Re: how to update billions of docs

2016-03-24 Thread Mohsin Beg Beg

An update on how I ended up implementing the requirement in case it helps 
others. There are lots of other code I did not include but the general logic is 
below.

While performance is still not great, it is 10x faster than atomic updates ( 
because RealTimeGetComponent.getInputDocument() is not needed )

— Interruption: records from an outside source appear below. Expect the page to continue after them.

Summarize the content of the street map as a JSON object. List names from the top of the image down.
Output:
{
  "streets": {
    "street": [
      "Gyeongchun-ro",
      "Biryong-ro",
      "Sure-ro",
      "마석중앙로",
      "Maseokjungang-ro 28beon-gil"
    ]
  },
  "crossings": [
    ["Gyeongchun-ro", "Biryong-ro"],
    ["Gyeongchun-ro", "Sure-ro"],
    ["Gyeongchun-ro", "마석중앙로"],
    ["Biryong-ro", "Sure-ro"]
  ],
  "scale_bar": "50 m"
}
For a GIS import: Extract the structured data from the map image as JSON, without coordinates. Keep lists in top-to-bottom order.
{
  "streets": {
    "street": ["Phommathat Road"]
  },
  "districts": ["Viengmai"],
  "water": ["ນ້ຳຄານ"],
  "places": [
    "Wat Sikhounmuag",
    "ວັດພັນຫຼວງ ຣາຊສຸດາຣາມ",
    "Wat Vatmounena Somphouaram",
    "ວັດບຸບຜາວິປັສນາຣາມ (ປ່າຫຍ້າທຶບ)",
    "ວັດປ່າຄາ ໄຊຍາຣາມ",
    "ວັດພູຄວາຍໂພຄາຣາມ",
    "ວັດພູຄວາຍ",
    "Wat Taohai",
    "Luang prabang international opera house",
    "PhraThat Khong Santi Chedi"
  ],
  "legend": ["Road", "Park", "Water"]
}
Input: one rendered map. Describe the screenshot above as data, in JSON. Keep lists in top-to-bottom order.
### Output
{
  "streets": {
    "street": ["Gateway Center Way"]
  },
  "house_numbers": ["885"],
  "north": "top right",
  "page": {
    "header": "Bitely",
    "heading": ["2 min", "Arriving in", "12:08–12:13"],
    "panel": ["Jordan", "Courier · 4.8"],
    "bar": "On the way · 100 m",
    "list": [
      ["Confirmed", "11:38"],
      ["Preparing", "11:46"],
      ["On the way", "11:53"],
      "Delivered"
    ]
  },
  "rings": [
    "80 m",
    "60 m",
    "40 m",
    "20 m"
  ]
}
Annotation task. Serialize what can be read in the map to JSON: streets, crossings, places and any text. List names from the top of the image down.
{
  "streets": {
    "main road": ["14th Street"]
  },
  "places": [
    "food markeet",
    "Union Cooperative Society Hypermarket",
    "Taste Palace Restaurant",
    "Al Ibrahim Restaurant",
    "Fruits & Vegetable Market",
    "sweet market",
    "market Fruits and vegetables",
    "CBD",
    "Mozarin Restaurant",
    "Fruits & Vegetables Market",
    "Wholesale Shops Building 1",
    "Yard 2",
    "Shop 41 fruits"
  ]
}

1. Wrote an update handler
   /myupdater?q=*:* & sort=fieldx desc & fl=fieldx, fieldy & 
stream.file=exampledocs/oldvalueToNewValue.properties & update.chain=myprocessor


2. In the handler read the map from content stream and invoke the export 
handler for the query params
   SolrRequestHandler handler = core.getRequestHandler("/export");
   core.execute(handler, req, rsp);
   numFound = (Integer) req.getContext().get("totalHits");


3. Iterate using /export handler response, similar to 
SortingResponseWrite.write() method
 
   List leaves = 
req.getSearcher().getTopReaderContext().leaves();
   for(int i=0; i<leaves.size(); i++) {
 DocIdSetIterator it = new BitSetIterator(sets[i], 0);
 while((docId = it.nextDoc()) != DocIdSetIterator.NO_MORE_DOCS) {
// get lucene doc
Document luceneDoc = leaves.get(i).reader.document(docId);

// update lucene doc with new values
updateDoc(luceneDoc, oldValueToNewValuesMap)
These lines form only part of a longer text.